Guitarist Kurt Rosenwinkel has been praised by John Scofield and Pat Metheny -- players who, along with Black Sabbath's Randy Rhoads and AC/DC's Angus Young, were influences. Not that he sounds like any of them. His first major-label release, The Enemies of Energy (Verve), is noteworthy more for its dense, introverted composing than for extending the style of a mentor. Rosenwinkel's writing takes unexpected twists that must have given migraines to the rest of the band. Nothing here you'll be humming around the house, that's for sure.

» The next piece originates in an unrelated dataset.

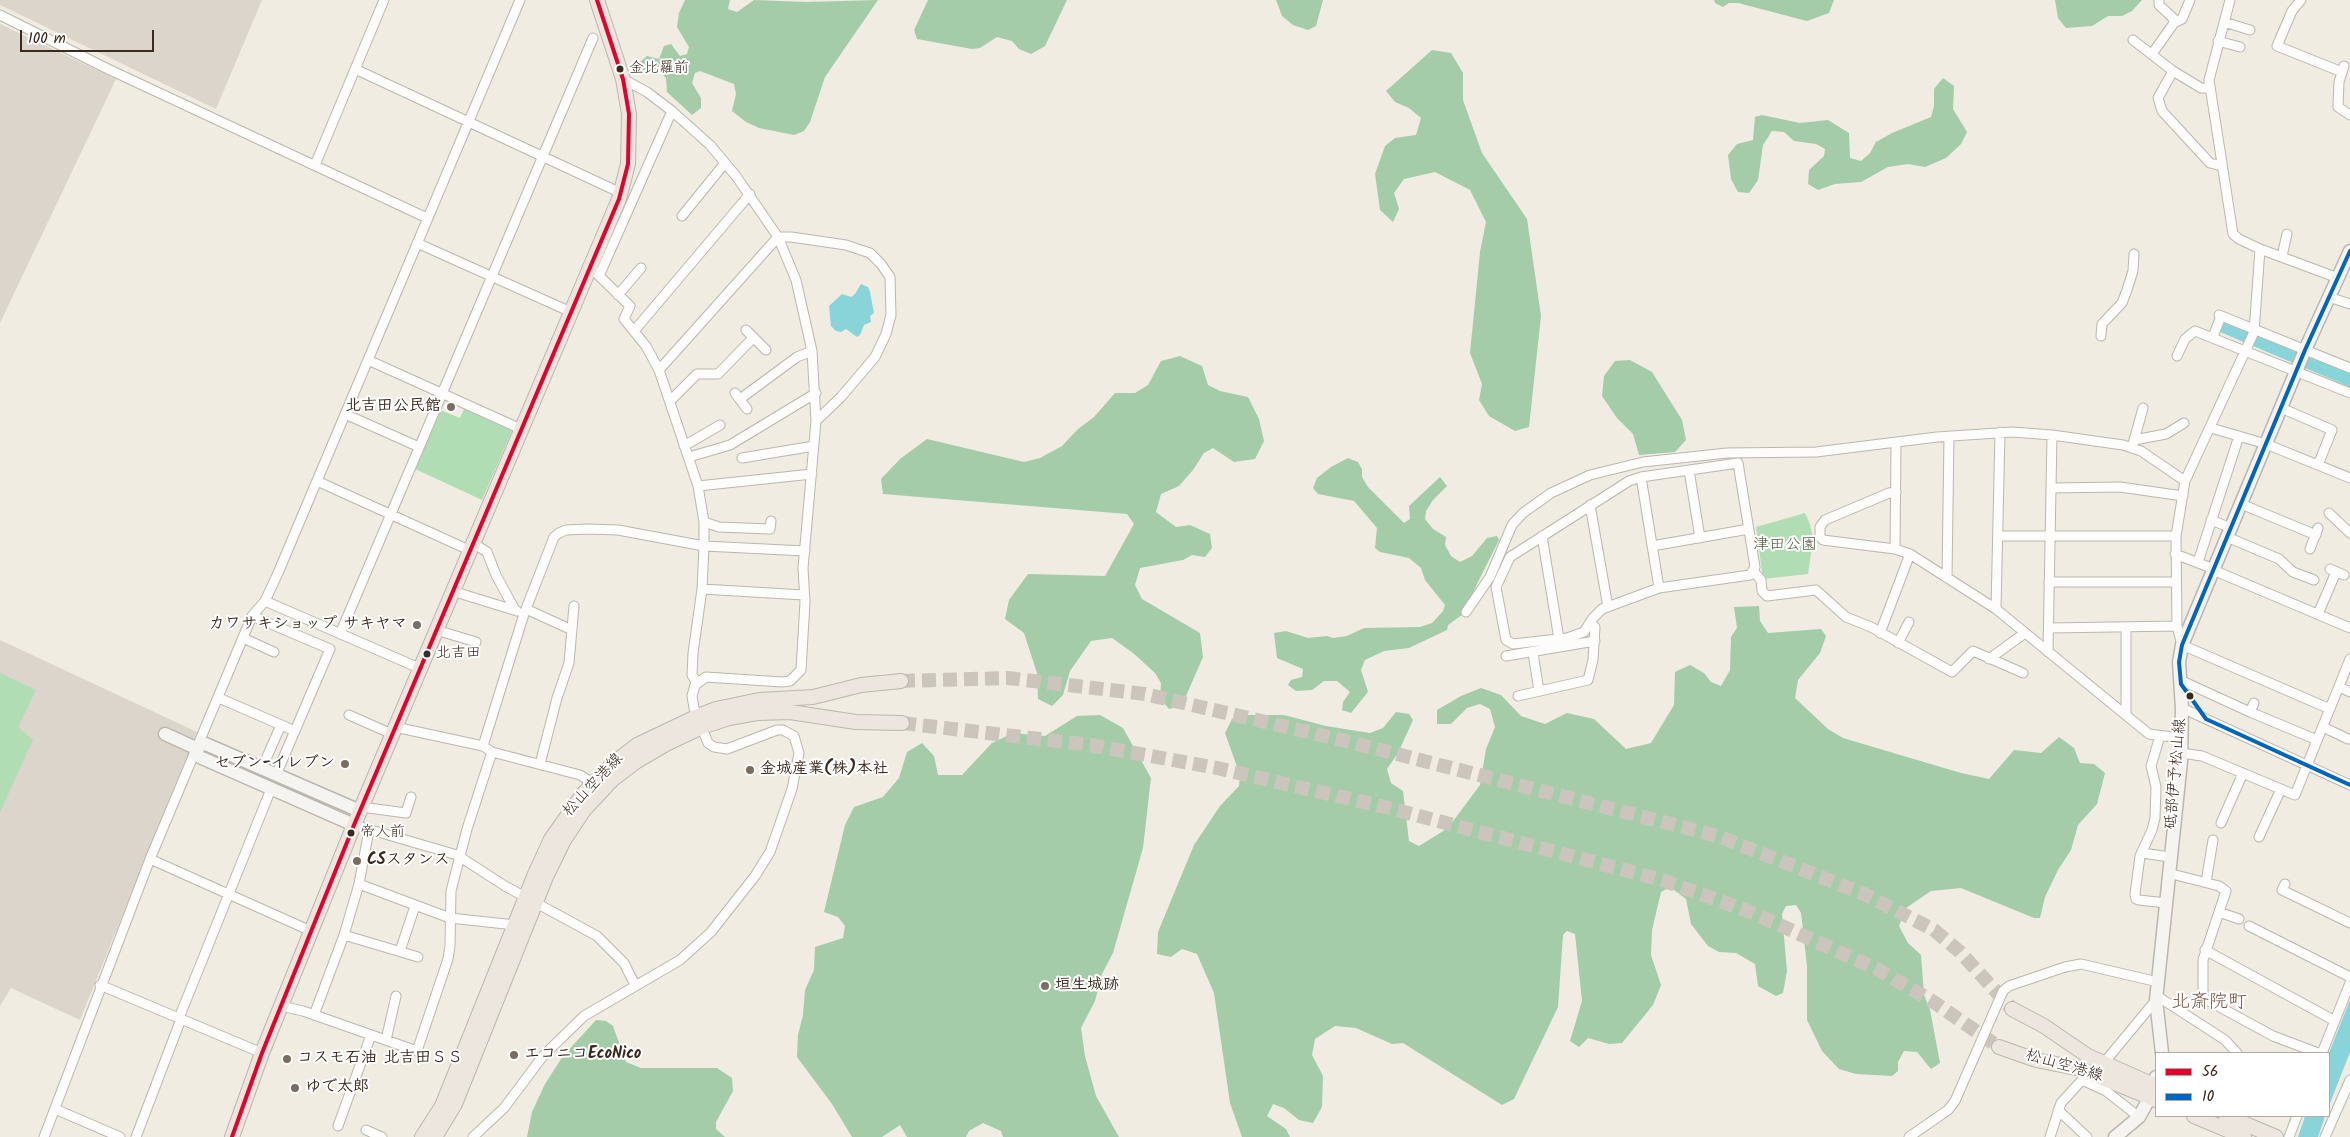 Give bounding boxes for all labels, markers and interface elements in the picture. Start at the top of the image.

Charlie Hunter's modified guitar has eight strings, sounding for all the world like two tight players. Most of the cuts on Duo (Blue Note) featuring he and Leon Parker are Hunter compositions delving into surf guitar, calypso and funk, backed by Parker's drums. Check out their version of the Beach Boys' "Don't Talk (Put Your Head on My Shoulder)."

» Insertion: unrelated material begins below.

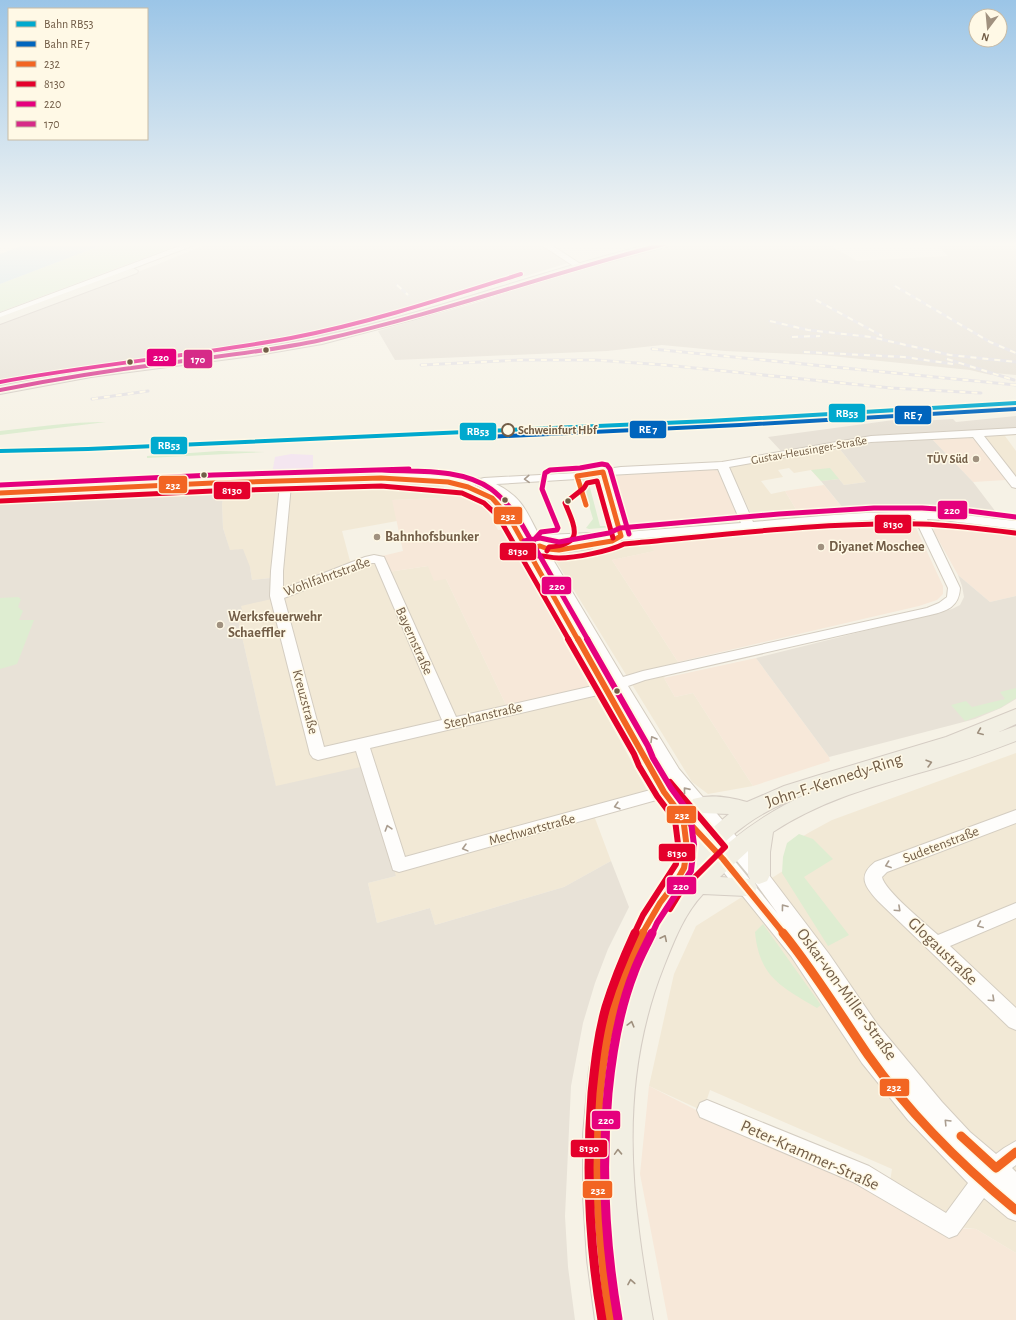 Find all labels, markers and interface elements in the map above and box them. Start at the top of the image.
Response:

Arto Lindsay is an interesting mix of downtown New York skronk jazz and bossa nova, his parents having been Brazilian missionaries. Pride (Righteous Babe) is a Rio-flavored offering that admirably stays clear of aping the Jobim shtick. Lindsay's nostalgia-free bossa nova shows that Brazilian music needn't automatically make you think of "The Girl From Ipanema."

Joe Gallant and Illuminati have recorded Terrapin (Which? Records), a large ensemble jazz interpretation of the Grateful Dead's entire Terrapin Station album from 1977, as well as "China Doll" from From the Mars Hotel. Lots of hot players from the jazz world and elsewhere show up, including Hot Tuna's Jorma Kaukonen, bluegrass banjo master Tony Trischka, Maggie Roche from the Roche Sisters, avant accordionist Andrea Parkins and ex-Zappa vocalist Ike Willis. If you go for this, check out bassist Gallant's The Blues for Allah Project recorded in 1975.

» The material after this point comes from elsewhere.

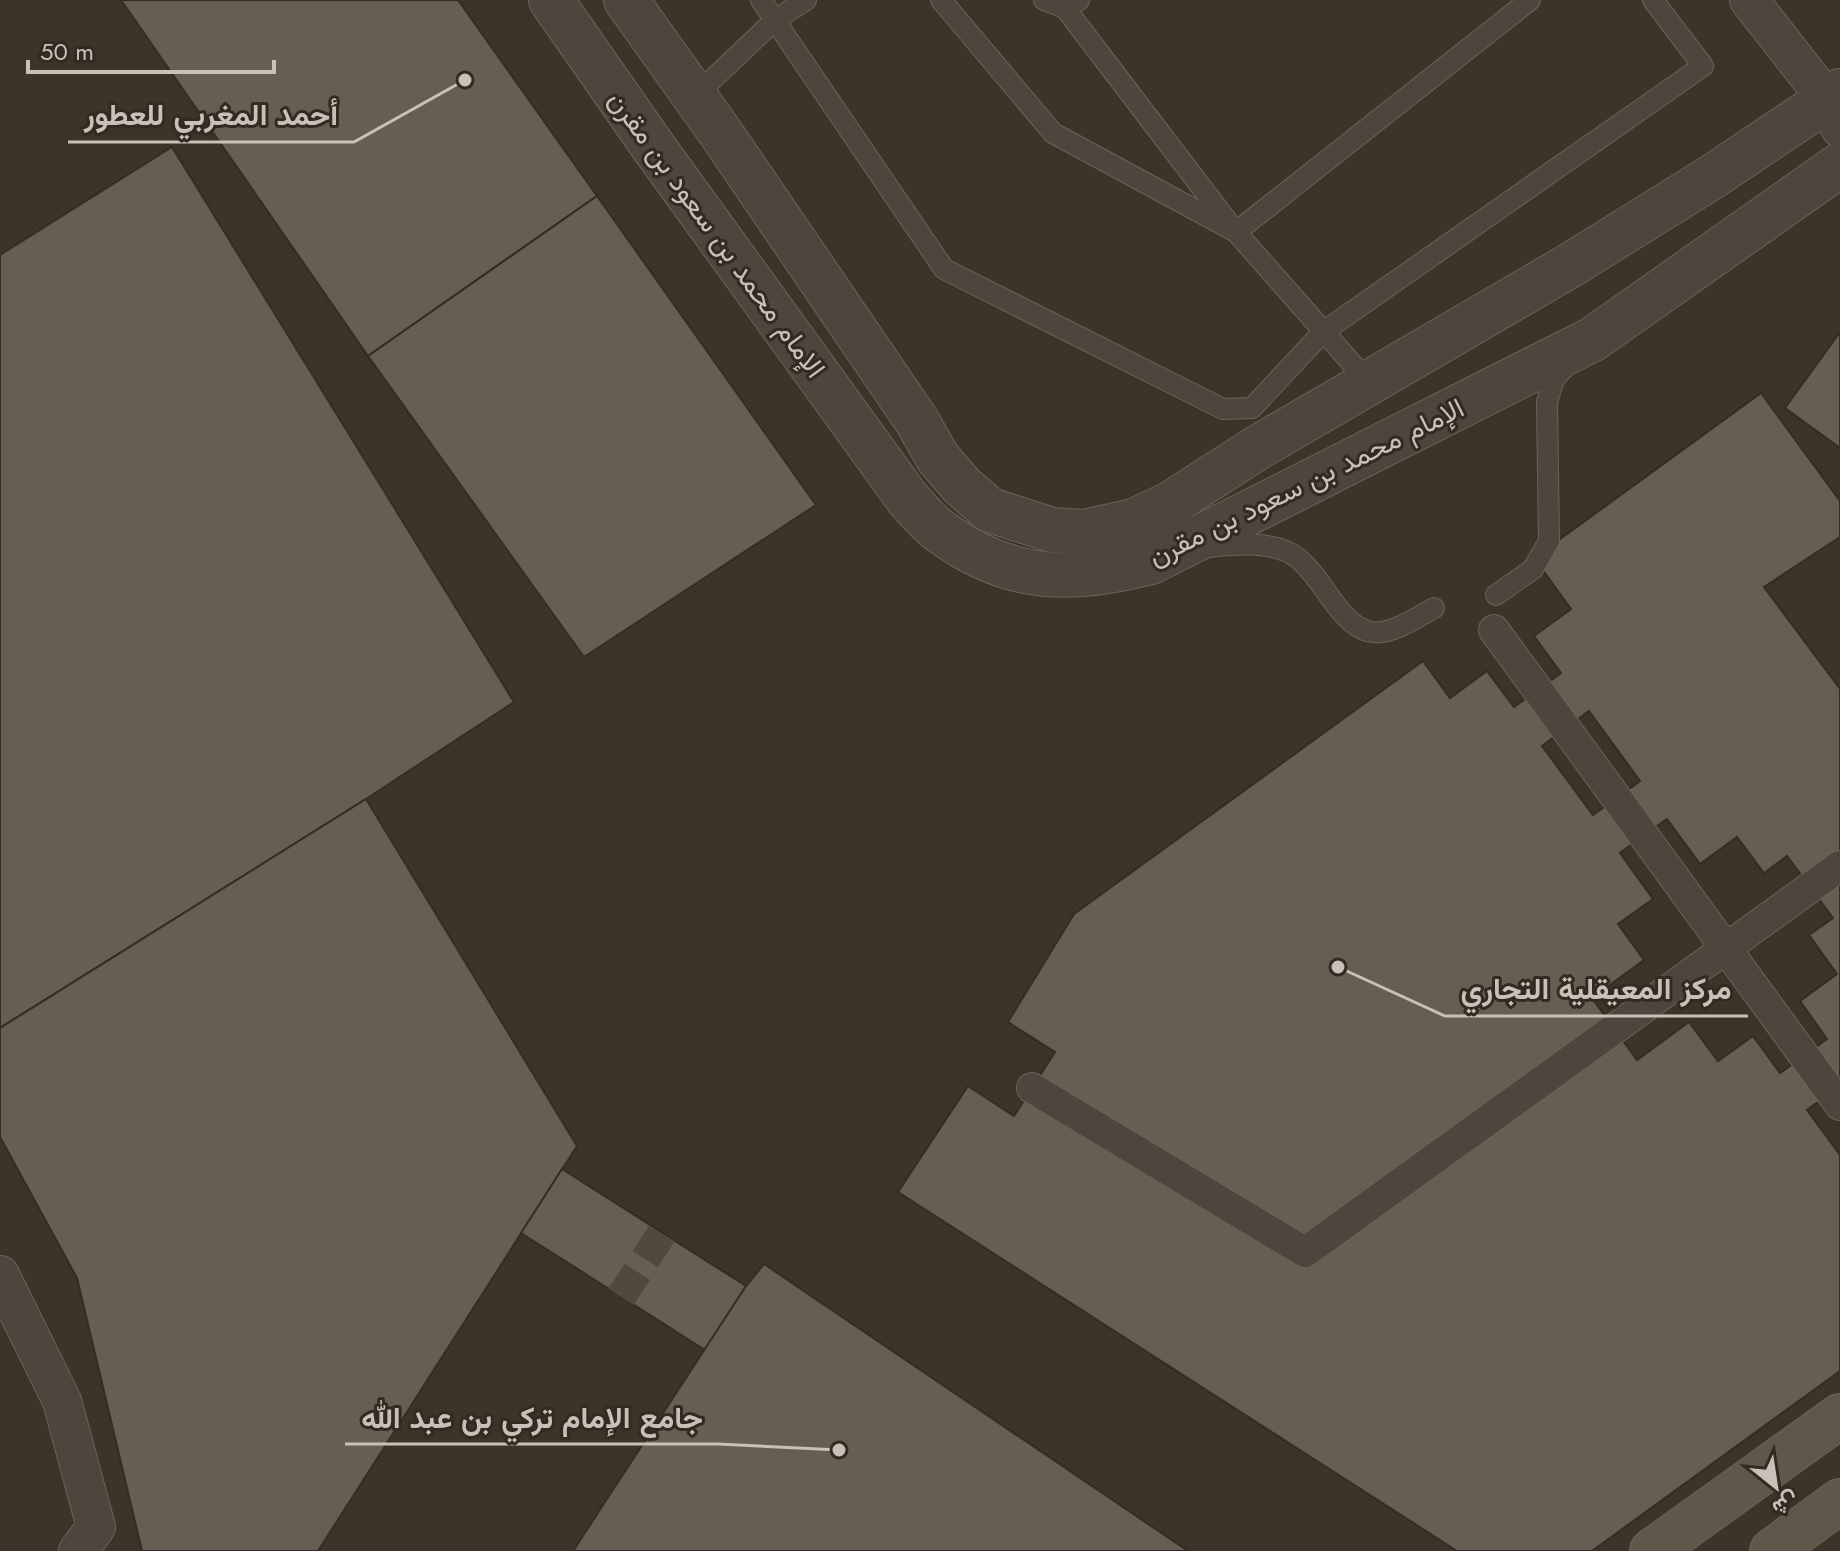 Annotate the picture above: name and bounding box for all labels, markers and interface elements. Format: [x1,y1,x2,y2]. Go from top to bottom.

John Abercrombie has recorded for 25 years on ECM, a label that, in the opinion of many, has become a bit stuffy. Still, Abercrombie's Open Land (ECM) would sound good if it came out on K-Tel. Like most artists who've stuck with ECM, the guitarist has never been much of a flasher, though if he chose a funkier drummer and turned up the volume, his nasty chops would sell records at least as well as the genre's better-known axhandlers. It's typical of the intentionally understated Abercrombie to construct quirky bands like this one, which features violin, organ, trumpet (Kenny Wheeler), tenor sax (Joe Lovano) and drums.

Celebrating the Music of Weather Report (Telarc) is a tribute album featuring Take 6, Joe Sample, John Scofield, the Brecker brothers and David Sanborn, as well as exReporters Victor Bailey, Omar Hakim and Steve Gadd. It's a hard band to cover creatively since no one can come close to matching Joe Zawinul's ominous and colorful keyboard arrangements. This band strips away Weather Report's signature moodiness with too many shiny synth tones when the music was meant to sound partly cloudy. Behind the project is producer Jason Miles, who's worked with the likes of Michael Jackson, Whitney Houston and KISS when not composing for Claudia Schiffer and Jane Fonda exercise videos. Enough said.

Vocalist Kurt Elling may occasionally lack the range of dynamics needed to pull off some of the cuts on Live in Chicago (Blue Note), but he's got a tone all his own and a playlist of unique material. Elling drops a poem by St. John of the Cross into the middle of "My Foolish Heart," scats a Yellowjackets tune ("Downtown"), adds lyrics to Wayne Shorter's "Night Dreamer" ("Night Dream"), revives "Smoke Gets in Your Eyes" and covers Sting's "Oh My God." Other jazz singers should be so adventurous.

Yeah, it's probably whoring when jazz labels glut the market with swing music in response to a 20-minute fad for that style of dancing. But, hey, smoke 'em if you've got 'em. Long after the saddle oxfords and pleated skirts end up in thrift stores, at least some of the fleet-footed will hold on to recent compilations like Jazz That Swings (32 Jazz). While cuts like David "Fathead" Newman's "Little Sister" and Hank Crawford's "Boo's Tune" are gimme-shimmy material, it's hard to say why or how a bossa nova like the Modern Jazz Quartet's "One Note Samba" came to be included. Better off looking at this disc as a sampler for one of the best reissue labels around.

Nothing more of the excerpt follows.